## Exercise aim
Go through the entries below from the first line and transcribe each one exactly, ending with the line that contains "function label(font, color, halo, rows, align".

┄┄┄┄┄┄

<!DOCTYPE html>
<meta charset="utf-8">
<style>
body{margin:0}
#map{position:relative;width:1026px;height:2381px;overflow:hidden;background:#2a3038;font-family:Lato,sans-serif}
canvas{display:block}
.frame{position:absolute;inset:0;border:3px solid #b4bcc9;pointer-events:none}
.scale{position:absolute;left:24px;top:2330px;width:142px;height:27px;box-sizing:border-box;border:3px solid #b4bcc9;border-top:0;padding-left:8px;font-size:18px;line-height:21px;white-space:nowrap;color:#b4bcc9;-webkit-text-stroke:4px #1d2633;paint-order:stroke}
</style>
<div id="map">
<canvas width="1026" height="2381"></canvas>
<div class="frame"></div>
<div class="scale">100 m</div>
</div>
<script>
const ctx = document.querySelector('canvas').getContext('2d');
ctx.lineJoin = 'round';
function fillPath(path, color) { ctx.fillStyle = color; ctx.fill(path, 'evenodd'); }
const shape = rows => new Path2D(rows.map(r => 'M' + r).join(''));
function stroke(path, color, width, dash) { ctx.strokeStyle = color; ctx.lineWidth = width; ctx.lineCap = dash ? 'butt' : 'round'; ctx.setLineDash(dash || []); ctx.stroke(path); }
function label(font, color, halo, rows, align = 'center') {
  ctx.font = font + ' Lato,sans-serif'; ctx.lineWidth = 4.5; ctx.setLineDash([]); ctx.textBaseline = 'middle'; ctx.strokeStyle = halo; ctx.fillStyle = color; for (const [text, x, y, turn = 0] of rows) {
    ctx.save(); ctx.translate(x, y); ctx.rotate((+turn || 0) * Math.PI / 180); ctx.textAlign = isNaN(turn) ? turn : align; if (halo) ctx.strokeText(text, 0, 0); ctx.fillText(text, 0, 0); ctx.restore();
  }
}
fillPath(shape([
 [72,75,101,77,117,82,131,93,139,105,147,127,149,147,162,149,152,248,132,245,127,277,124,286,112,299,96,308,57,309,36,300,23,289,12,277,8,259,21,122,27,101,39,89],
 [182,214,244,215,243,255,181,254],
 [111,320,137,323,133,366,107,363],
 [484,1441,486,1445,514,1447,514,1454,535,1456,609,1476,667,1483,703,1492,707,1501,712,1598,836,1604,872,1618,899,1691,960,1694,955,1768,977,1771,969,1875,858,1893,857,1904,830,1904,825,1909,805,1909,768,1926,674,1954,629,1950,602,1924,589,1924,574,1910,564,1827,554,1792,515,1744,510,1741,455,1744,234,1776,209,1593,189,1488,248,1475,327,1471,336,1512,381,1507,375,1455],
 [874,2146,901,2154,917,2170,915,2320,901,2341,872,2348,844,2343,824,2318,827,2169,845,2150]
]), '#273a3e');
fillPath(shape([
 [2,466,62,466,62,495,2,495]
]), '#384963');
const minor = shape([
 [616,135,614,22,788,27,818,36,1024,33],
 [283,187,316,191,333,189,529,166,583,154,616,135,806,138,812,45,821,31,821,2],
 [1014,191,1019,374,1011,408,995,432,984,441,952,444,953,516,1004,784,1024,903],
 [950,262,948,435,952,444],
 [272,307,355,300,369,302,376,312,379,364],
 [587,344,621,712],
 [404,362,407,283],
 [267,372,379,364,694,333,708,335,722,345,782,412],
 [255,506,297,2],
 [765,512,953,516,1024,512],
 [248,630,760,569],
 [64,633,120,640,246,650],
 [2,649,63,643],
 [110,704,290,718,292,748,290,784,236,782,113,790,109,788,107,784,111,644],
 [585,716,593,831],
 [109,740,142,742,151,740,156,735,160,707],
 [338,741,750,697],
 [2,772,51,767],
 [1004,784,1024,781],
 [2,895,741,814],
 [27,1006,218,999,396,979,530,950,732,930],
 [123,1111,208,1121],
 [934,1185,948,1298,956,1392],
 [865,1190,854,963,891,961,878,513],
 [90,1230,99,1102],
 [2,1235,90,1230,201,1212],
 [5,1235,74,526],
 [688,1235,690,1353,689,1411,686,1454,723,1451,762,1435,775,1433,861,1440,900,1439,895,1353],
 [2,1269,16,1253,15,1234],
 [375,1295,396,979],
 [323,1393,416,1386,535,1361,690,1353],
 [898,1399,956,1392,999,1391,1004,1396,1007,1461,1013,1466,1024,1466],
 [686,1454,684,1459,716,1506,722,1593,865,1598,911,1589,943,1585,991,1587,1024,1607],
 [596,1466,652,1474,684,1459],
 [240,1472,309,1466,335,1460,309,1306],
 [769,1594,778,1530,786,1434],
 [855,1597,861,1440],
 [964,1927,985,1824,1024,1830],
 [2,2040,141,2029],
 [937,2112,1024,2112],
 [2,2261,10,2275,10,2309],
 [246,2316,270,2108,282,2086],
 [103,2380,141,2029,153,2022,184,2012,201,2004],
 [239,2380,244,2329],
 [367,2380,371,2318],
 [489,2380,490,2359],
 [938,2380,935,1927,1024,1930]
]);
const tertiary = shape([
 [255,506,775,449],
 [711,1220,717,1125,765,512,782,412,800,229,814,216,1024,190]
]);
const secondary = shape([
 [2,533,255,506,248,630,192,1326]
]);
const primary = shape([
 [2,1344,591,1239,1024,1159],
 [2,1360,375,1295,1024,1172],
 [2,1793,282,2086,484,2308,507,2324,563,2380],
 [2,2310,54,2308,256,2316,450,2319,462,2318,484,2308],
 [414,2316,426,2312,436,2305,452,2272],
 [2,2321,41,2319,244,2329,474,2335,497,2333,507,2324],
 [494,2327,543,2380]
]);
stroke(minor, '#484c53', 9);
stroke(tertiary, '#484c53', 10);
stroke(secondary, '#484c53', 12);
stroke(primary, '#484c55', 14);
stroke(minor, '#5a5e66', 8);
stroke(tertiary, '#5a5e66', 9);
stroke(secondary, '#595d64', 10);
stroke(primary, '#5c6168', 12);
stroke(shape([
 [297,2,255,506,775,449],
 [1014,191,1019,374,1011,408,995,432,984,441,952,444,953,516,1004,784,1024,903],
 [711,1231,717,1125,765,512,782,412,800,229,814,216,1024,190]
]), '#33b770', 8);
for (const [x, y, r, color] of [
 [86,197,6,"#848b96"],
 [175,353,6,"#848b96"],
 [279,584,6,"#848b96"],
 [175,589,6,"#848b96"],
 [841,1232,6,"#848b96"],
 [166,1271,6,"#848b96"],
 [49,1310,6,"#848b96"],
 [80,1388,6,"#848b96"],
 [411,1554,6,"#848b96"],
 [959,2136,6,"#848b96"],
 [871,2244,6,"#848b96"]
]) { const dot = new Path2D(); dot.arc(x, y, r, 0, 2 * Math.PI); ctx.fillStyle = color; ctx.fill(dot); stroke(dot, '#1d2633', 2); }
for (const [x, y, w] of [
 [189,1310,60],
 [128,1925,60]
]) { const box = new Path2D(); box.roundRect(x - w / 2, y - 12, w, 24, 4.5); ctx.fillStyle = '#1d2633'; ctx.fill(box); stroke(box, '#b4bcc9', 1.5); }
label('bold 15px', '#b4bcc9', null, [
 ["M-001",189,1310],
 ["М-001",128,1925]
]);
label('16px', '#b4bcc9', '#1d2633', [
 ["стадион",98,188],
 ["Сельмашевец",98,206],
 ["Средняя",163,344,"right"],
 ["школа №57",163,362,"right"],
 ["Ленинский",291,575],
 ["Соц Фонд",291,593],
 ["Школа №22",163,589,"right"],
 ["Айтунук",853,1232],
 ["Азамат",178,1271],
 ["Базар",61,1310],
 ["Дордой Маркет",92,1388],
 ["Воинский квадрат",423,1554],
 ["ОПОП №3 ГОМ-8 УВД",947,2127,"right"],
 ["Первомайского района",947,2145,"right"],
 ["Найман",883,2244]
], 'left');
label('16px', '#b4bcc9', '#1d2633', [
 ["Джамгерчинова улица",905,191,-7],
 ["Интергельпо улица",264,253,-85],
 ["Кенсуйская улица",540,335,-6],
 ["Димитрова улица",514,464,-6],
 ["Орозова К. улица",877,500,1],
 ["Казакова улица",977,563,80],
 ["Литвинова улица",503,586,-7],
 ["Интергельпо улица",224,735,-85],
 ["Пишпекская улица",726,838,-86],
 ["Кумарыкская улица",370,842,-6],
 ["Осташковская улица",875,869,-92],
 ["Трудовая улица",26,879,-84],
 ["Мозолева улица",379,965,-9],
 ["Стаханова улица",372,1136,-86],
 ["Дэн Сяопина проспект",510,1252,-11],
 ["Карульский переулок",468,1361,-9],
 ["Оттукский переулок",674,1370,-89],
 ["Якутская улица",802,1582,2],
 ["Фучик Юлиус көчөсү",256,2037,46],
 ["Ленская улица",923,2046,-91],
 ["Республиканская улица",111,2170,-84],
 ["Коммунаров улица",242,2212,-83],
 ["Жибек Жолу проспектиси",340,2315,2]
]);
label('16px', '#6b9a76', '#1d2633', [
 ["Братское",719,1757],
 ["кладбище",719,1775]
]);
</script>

┄┄┄┄┄┄

## Answer to the exercise
<!DOCTYPE html>
<meta charset="utf-8">
<style>
body{margin:0}
#map{position:relative;width:1026px;height:2381px;overflow:hidden;background:#2a3038;font-family:Lato,sans-serif}
canvas{display:block}
.frame{position:absolute;inset:0;border:3px solid #b4bcc9;pointer-events:none}
.scale{position:absolute;left:24px;top:2330px;width:142px;height:27px;box-sizing:border-box;border:3px solid #b4bcc9;border-top:0;padding-left:8px;font-size:18px;line-height:21px;white-space:nowrap;color:#b4bcc9;-webkit-text-stroke:4px #1d2633;paint-order:stroke}
</style>
<div id="map">
<canvas width="1026" height="2381"></canvas>
<div class="frame"></div>
<div class="scale">100 m</div>
</div>
<script>
const ctx = document.querySelector('canvas').getContext('2d');
ctx.lineJoin = 'round';
function fillPath(path, color) { ctx.fillStyle = color; ctx.fill(path, 'evenodd'); }
const shape = rows => new Path2D(rows.map(r => 'M' + r).join(''));
function stroke(path, color, width, dash) { ctx.strokeStyle = color; ctx.lineWidth = width; ctx.lineCap = dash ? 'butt' : 'round'; ctx.setLineDash(dash || []); ctx.stroke(path); }
function label(font, color, halo, rows, align = 'center') {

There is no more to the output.